• DATASET EXTRACT
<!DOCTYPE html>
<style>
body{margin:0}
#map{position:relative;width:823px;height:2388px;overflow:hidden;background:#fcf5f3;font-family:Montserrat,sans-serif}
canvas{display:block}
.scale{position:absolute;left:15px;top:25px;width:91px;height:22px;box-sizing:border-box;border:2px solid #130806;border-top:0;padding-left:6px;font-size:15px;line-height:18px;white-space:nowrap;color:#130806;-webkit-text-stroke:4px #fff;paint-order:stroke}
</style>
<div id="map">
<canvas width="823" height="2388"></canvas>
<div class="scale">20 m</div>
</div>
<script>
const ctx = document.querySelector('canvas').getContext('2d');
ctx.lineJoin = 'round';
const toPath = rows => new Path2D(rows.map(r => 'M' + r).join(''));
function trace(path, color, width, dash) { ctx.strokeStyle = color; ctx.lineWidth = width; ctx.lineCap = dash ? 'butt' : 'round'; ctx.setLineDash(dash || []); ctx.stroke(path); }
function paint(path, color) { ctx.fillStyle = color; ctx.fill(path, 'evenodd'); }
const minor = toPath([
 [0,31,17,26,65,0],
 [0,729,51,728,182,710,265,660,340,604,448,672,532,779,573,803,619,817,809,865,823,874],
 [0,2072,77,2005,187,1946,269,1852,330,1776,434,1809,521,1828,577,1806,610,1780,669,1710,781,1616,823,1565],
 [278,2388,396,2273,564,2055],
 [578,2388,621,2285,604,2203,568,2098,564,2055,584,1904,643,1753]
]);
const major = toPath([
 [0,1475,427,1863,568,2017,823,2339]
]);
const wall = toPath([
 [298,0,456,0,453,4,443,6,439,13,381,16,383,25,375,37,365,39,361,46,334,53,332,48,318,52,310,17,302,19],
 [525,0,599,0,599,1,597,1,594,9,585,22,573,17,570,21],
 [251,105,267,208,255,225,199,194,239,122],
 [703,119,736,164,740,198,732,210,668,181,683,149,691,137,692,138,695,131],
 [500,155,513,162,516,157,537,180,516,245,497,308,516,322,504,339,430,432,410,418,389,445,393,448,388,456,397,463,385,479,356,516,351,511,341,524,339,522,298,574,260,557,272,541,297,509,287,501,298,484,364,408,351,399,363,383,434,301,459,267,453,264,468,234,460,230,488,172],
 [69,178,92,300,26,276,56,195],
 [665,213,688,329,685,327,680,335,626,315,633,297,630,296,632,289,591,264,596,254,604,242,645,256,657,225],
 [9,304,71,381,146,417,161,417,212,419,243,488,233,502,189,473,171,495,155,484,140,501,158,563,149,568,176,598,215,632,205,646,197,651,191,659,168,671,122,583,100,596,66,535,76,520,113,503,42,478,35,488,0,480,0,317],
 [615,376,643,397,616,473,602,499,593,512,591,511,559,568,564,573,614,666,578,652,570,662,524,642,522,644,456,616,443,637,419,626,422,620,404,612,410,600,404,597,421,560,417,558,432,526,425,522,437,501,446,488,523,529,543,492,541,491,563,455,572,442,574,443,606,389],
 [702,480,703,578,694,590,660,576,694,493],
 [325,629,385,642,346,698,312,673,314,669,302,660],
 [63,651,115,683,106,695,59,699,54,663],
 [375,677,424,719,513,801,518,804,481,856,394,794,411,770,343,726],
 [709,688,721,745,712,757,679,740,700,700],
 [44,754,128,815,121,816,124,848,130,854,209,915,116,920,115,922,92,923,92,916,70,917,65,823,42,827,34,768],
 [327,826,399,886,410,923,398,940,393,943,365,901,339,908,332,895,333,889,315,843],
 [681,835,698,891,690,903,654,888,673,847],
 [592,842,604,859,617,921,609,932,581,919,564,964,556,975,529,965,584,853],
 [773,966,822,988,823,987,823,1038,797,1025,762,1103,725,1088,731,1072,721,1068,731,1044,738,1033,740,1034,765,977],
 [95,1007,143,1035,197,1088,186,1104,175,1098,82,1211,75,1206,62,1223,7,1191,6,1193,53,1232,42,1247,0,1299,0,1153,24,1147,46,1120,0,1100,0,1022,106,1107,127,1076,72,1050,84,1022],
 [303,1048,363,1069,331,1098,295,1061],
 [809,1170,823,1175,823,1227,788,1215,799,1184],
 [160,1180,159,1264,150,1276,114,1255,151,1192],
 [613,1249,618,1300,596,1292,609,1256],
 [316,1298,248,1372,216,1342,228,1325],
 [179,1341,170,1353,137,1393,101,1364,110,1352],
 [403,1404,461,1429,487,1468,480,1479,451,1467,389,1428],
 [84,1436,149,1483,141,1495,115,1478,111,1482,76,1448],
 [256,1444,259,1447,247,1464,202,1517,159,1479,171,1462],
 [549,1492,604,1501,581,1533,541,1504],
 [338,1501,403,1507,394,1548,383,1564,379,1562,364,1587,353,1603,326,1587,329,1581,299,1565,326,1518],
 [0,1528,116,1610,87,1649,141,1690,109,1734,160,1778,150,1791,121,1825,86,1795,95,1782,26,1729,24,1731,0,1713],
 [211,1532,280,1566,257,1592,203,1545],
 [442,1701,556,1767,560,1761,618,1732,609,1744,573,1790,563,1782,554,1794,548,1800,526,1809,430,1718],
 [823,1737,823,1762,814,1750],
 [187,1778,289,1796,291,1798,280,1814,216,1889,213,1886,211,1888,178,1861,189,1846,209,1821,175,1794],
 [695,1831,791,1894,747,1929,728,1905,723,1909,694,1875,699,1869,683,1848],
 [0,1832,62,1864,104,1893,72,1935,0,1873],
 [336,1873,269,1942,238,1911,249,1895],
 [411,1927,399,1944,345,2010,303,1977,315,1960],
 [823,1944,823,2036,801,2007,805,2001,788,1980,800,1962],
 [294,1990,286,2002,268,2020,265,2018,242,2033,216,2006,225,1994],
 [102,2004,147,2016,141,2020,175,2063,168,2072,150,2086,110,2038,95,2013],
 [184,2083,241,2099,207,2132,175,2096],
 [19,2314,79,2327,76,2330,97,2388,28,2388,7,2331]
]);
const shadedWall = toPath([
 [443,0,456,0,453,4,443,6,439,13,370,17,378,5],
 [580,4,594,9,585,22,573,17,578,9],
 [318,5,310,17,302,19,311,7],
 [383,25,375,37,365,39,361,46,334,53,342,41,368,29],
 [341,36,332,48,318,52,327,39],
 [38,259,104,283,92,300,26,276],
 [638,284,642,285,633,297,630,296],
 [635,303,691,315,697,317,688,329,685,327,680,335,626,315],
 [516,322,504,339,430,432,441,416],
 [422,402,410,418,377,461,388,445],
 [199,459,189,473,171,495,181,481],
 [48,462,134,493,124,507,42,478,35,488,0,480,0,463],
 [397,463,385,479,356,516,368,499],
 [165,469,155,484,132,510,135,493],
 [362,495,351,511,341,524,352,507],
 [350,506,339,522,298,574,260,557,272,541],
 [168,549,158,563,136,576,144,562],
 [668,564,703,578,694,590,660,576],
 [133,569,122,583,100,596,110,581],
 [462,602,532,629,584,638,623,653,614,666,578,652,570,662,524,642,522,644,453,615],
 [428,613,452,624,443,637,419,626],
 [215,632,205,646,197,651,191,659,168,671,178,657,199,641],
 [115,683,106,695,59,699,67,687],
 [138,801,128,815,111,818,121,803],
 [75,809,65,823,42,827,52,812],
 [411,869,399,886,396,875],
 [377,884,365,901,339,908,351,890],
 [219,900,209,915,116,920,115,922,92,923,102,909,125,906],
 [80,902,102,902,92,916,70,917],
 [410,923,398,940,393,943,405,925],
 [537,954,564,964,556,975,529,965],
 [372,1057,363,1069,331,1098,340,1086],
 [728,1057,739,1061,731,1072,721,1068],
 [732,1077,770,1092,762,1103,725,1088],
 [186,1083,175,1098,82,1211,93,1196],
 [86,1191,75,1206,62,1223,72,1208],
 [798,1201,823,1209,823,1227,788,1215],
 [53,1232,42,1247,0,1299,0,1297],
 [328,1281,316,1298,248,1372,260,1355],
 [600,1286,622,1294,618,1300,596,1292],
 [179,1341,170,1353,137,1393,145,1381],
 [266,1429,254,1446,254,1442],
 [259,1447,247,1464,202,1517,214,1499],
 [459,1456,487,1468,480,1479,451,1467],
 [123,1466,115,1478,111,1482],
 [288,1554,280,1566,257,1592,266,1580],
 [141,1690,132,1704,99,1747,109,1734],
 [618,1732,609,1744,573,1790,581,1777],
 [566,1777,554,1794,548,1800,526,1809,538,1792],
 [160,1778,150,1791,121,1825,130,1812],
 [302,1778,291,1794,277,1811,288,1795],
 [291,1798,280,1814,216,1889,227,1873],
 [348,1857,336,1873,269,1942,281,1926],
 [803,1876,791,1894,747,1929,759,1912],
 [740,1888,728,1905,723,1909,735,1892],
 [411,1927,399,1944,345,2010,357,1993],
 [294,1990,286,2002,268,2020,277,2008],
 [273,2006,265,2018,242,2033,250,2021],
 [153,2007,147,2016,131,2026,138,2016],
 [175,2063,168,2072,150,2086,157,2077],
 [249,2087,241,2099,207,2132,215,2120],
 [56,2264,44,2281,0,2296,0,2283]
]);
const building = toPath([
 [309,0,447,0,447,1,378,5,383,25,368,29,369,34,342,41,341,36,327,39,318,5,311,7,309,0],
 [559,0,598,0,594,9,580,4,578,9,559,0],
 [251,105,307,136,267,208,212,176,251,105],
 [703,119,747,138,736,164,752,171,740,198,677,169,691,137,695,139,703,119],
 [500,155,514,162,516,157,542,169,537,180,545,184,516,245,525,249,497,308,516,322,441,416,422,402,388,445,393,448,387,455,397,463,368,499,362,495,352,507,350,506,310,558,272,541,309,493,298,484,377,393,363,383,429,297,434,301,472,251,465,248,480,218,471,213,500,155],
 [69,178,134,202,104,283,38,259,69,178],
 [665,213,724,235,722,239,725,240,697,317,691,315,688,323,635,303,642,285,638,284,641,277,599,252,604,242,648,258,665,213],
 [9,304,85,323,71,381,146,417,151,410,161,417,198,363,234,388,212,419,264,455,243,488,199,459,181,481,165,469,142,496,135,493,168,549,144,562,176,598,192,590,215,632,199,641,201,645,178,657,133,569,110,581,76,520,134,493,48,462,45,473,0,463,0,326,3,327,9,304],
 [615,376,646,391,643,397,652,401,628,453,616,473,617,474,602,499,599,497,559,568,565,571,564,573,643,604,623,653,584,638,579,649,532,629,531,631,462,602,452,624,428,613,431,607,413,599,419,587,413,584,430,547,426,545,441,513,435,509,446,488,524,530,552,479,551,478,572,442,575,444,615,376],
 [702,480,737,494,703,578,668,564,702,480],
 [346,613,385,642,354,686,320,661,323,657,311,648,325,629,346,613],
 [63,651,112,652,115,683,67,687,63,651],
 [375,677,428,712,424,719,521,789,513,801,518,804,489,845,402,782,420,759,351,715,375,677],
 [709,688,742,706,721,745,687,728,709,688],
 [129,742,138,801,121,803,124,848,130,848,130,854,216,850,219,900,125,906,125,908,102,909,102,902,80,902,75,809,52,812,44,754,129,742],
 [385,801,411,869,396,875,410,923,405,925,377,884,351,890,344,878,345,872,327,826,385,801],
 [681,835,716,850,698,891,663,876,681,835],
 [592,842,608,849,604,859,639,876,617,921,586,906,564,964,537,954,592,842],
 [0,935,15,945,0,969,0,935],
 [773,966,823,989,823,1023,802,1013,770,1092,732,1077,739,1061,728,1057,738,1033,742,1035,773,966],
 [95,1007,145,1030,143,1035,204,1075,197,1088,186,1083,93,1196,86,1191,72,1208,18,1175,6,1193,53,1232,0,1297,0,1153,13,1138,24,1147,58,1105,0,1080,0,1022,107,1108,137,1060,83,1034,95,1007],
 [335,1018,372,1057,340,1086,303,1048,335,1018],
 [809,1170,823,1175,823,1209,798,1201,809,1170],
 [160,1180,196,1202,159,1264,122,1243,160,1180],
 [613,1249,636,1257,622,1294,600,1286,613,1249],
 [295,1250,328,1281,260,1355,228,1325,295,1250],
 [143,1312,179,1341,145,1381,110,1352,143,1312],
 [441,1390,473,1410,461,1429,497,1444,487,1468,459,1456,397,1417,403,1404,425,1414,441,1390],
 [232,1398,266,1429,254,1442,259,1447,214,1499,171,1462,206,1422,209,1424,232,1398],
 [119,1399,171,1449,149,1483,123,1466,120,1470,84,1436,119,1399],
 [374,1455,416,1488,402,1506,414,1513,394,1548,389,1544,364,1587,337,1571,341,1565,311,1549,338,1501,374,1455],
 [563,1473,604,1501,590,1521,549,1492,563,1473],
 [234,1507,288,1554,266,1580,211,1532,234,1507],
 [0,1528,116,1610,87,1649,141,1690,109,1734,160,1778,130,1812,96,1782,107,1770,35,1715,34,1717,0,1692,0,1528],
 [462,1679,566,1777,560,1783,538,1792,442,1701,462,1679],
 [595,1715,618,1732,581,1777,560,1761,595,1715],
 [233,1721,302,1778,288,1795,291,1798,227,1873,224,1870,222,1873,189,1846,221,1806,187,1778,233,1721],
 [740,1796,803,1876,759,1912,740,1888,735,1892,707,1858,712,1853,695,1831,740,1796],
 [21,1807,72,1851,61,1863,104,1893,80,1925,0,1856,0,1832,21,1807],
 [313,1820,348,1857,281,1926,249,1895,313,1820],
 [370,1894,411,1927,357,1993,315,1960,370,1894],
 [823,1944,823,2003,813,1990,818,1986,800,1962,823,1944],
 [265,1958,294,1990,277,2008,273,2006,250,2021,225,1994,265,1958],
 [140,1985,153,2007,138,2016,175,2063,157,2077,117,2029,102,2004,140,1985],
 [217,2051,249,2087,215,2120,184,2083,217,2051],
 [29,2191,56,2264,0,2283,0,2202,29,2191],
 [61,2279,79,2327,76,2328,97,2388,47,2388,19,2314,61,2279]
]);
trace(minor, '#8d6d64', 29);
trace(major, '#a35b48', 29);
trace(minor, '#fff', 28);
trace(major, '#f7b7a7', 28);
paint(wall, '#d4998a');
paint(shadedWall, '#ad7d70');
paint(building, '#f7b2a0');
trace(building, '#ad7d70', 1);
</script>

• WORK REQUIRED
Only the number is needed here: how many lines in the data contain "scale"?

• FINAL ANSWER
2